━━━━━ DATA EXTRACTS

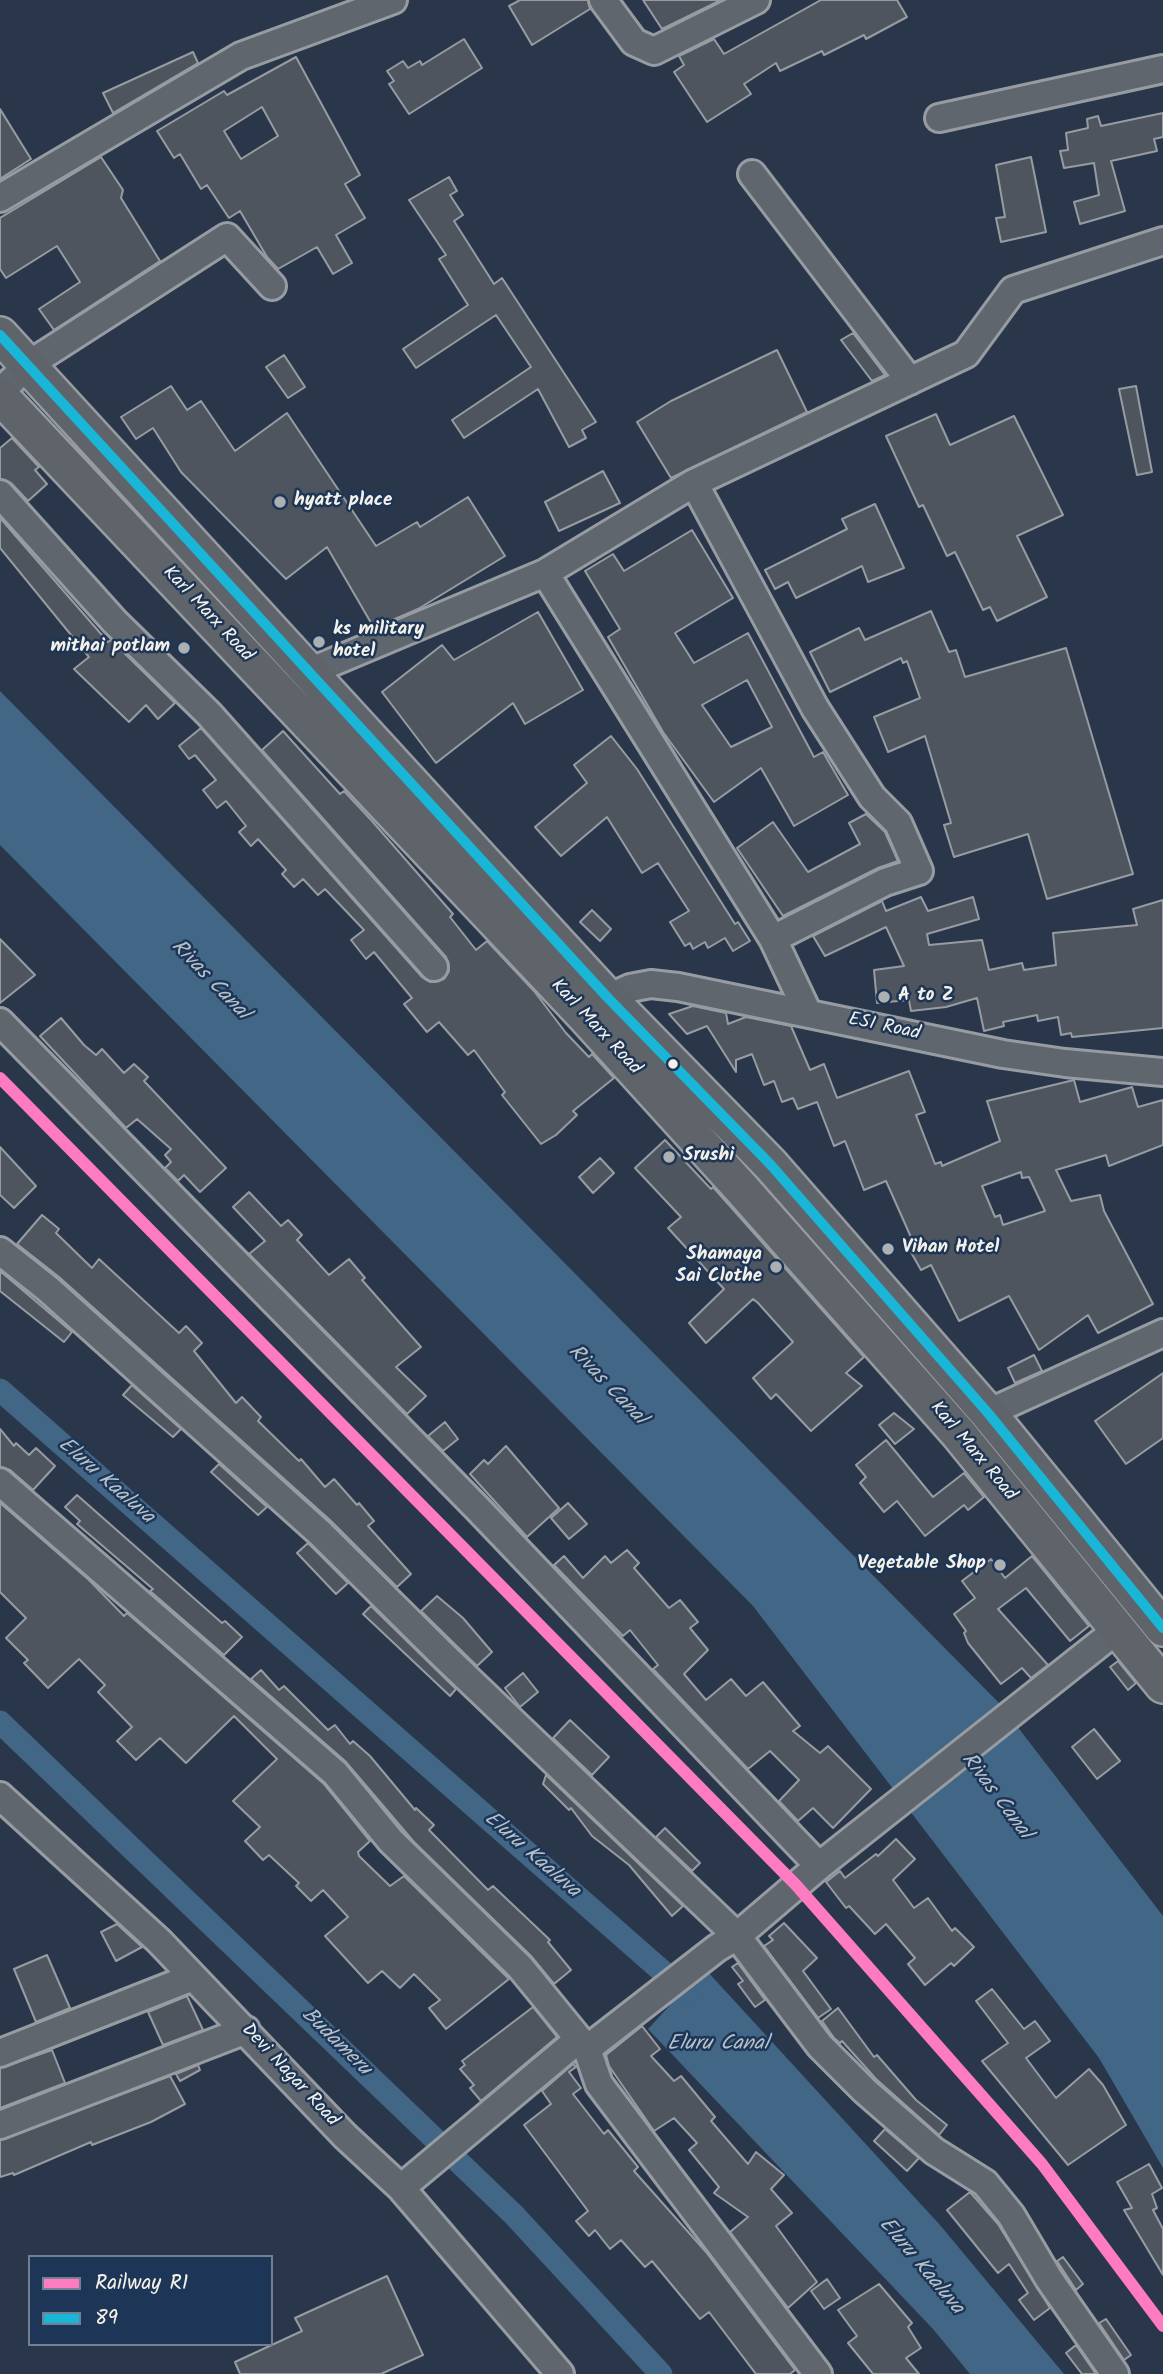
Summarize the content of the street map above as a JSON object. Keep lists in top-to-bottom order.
{
  "streets": {
    "main road": ["Karl Marx Road"],
    "street": ["ESI Road", "Devi Nagar Road"]
  },
  "crossings": [
    ["Karl Marx Road", "ESI Road"]
  ],
  "water": [
    "Rivas Canal",
    "Eluru Kaaluva",
    "Budameru",
    "Eluru Canal"
  ],
  "places": [
    "hyatt place",
    "ks military hotel",
    "mithai potlam",
    "A to Z",
    "Srushi",
    "Vihan Hotel",
    "Shamaya Sai Clothe",
    "Vegetable Shop"
  ],
  "lines": ["transit line 89", "rail line R1"],
  "legend": ["Railway R1", "89"]
}
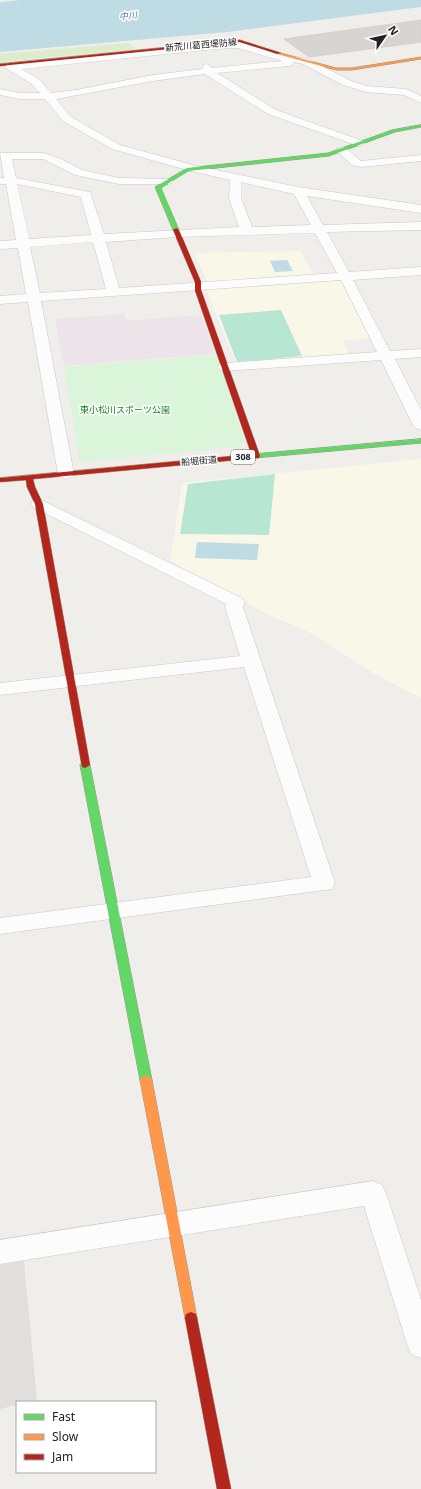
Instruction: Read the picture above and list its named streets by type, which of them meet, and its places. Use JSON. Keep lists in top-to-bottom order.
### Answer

━━━━━━━━━━

> [WORK INSTRUCTIONS]: What is needed is an exact printout of every record above, with the pictures left out.

> [RESPONSE FOR THIS EXERCISE]:
Summarize the content of the street map above as a JSON object. Keep lists in top-to-bottom order.
{
  "streets": {
    "main road": ["Karl Marx Road"],
    "street": ["ESI Road", "Devi Nagar Road"]
  },
  "crossings": [
    ["Karl Marx Road", "ESI Road"]
  ],
  "water": [
    "Rivas Canal",
    "Eluru Kaaluva",
    "Budameru",
    "Eluru Canal"
  ],
  "places": [
    "hyatt place",
    "ks military hotel",
    "mithai potlam",
    "A to Z",
    "Srushi",
    "Vihan Hotel",
    "Shamaya Sai Clothe",
    "Vegetable Shop"
  ],
  "lines": ["transit line 89", "rail line R1"],
  "legend": ["Railway R1", "89"]
}
Instruction: Read the picture above and list its named streets by type, which of them meet, and its places. Use JSON. Keep lists in top-to-bottom order.
### Answer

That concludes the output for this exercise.